Summary of all Adler32 checksums found:
Adler32 checksums with no collision: 71403
Adler32 checksums with collisions: 906527
Adler32 checksums max collisions: 21846
Adler32 checksums total: 4311810305
The largest collision found (most number of values with the same checksum) had 21846 data with the same checksum. It is available in the attached text file
(
adler32_mpmp3_1043a_21846.txt). To verify I suggest the following code:
from zlib import adler32
from hashlib import sha1
coll_data = file('adler32_mpmp3_1043a_21846.txt', 'r').read()
if sha1(coll_data).hexdigest() != 'd1bec182b115bd874487b603c7d5eaaf3c1bd9c8':
print "Error: Invalid data"
exit(1)
#end if
coll_array = coll_data.split('\n')
coll_d = coll_array[1][coll_array[1].index('['):]
# Note that this command is insecure if the data is above is untrusted.
collisions = eval(coll_d)
a_colls = [adler32(prefix + coll) for coll in collisions]
a_colls == ([a_colls[0]] * len(a_colls))
Analysis
A large scale test for collisions in Adler32 shows that collisions are more common than values that do not collide. 4311738902 values that collide vs 906527 checksums that
do not collide gives us a 99.998% chance of there being a nearby collision for any checksum.

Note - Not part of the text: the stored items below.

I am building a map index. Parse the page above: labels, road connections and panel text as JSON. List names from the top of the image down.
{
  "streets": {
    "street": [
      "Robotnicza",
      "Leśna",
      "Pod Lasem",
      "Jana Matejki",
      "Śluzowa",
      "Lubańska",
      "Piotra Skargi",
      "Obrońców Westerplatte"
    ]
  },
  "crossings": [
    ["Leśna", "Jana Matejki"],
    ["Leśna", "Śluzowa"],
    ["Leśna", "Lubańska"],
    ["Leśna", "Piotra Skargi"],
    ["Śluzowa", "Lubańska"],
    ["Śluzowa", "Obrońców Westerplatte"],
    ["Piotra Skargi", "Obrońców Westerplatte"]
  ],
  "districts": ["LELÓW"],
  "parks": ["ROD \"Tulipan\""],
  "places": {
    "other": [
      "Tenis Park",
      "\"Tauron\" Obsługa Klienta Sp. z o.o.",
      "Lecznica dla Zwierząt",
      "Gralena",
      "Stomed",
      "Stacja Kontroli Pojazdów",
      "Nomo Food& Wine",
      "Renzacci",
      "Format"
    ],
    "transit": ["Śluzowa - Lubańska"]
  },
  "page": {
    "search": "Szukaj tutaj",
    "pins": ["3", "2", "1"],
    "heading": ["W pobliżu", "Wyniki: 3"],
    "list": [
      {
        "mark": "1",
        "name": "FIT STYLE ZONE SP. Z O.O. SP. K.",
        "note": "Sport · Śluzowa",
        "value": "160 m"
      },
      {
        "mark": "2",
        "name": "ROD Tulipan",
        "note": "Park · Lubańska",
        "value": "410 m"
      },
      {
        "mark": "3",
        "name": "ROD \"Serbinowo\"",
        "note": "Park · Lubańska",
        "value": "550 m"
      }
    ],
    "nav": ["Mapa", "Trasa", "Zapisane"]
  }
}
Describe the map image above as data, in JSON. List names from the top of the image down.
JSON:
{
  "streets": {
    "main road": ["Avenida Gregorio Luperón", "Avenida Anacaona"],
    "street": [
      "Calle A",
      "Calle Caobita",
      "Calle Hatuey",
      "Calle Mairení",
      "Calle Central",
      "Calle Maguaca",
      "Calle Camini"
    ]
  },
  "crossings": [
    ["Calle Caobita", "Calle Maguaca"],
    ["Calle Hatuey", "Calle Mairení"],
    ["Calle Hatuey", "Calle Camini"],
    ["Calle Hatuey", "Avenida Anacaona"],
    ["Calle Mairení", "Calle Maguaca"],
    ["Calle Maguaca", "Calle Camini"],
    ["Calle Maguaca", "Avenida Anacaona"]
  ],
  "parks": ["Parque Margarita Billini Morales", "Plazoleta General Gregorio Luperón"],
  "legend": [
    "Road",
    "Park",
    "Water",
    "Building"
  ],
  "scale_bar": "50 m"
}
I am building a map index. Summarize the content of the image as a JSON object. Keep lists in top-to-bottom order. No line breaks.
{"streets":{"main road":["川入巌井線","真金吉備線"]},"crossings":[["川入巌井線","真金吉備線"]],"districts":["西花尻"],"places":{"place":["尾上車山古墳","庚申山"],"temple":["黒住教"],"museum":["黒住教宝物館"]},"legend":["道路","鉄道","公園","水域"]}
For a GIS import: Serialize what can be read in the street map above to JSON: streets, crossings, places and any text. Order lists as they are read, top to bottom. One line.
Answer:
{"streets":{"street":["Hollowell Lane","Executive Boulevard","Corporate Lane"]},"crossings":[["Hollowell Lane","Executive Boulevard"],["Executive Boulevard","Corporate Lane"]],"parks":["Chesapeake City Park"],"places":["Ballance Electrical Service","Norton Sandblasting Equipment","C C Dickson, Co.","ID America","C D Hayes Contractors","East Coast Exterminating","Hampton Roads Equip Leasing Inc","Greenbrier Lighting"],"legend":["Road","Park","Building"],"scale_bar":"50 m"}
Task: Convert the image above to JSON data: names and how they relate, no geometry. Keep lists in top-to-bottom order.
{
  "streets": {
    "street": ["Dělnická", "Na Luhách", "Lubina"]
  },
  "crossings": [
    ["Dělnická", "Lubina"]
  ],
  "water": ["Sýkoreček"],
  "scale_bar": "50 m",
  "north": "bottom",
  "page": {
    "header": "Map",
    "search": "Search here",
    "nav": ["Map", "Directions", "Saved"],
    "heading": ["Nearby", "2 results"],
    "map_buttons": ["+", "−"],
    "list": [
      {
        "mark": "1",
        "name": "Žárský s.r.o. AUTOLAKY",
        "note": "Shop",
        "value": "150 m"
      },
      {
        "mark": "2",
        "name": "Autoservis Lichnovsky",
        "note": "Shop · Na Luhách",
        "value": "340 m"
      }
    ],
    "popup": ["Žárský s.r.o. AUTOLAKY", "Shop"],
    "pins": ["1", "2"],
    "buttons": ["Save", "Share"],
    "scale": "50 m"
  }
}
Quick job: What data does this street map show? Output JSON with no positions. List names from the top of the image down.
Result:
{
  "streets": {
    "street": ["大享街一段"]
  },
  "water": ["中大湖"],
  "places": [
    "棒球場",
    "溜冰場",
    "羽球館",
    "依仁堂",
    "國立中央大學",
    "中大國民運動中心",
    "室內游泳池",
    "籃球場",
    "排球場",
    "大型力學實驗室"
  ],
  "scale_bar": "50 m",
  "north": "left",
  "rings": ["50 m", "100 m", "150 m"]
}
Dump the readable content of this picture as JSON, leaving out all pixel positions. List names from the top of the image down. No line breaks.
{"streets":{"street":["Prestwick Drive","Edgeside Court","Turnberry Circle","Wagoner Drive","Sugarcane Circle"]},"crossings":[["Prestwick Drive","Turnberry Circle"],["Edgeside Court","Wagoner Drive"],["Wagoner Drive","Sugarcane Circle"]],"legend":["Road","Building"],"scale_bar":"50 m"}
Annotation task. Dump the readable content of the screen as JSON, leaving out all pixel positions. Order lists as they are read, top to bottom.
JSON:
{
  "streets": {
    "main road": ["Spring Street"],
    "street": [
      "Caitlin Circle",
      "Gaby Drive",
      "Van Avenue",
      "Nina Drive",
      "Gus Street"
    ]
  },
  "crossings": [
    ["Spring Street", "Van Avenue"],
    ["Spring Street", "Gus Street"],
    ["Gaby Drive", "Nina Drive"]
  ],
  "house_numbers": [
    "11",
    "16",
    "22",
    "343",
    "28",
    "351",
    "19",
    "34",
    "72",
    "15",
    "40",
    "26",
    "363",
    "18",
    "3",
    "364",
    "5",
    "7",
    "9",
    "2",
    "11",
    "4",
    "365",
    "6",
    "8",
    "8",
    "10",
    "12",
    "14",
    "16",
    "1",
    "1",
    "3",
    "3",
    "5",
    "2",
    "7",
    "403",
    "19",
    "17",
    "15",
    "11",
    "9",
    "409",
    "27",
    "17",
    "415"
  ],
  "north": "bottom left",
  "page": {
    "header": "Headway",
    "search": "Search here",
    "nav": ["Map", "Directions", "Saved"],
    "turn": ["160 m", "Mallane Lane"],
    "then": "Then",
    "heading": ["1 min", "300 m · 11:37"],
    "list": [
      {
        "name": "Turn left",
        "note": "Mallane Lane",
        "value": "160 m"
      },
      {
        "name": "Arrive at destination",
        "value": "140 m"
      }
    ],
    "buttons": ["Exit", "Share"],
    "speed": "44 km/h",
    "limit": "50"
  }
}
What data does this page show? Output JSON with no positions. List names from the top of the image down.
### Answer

The reason behind this high chance of collision is in the design of the algorithm.
adler32('\x00\x22\x33\x00') = 13631574
adler32('\x00\x22\x33\x01') = 13697111
13697111 - 13631574 = 65537
adler32('\x9f\x39\xf3\xbc') = 97321608
adler32('\x9f\x39\xf3\xbd') = 97387145
97387145 - 97321608 = 65537
Two adjacent pieces of data with the same prefix except the last byte will have a difference of 65537.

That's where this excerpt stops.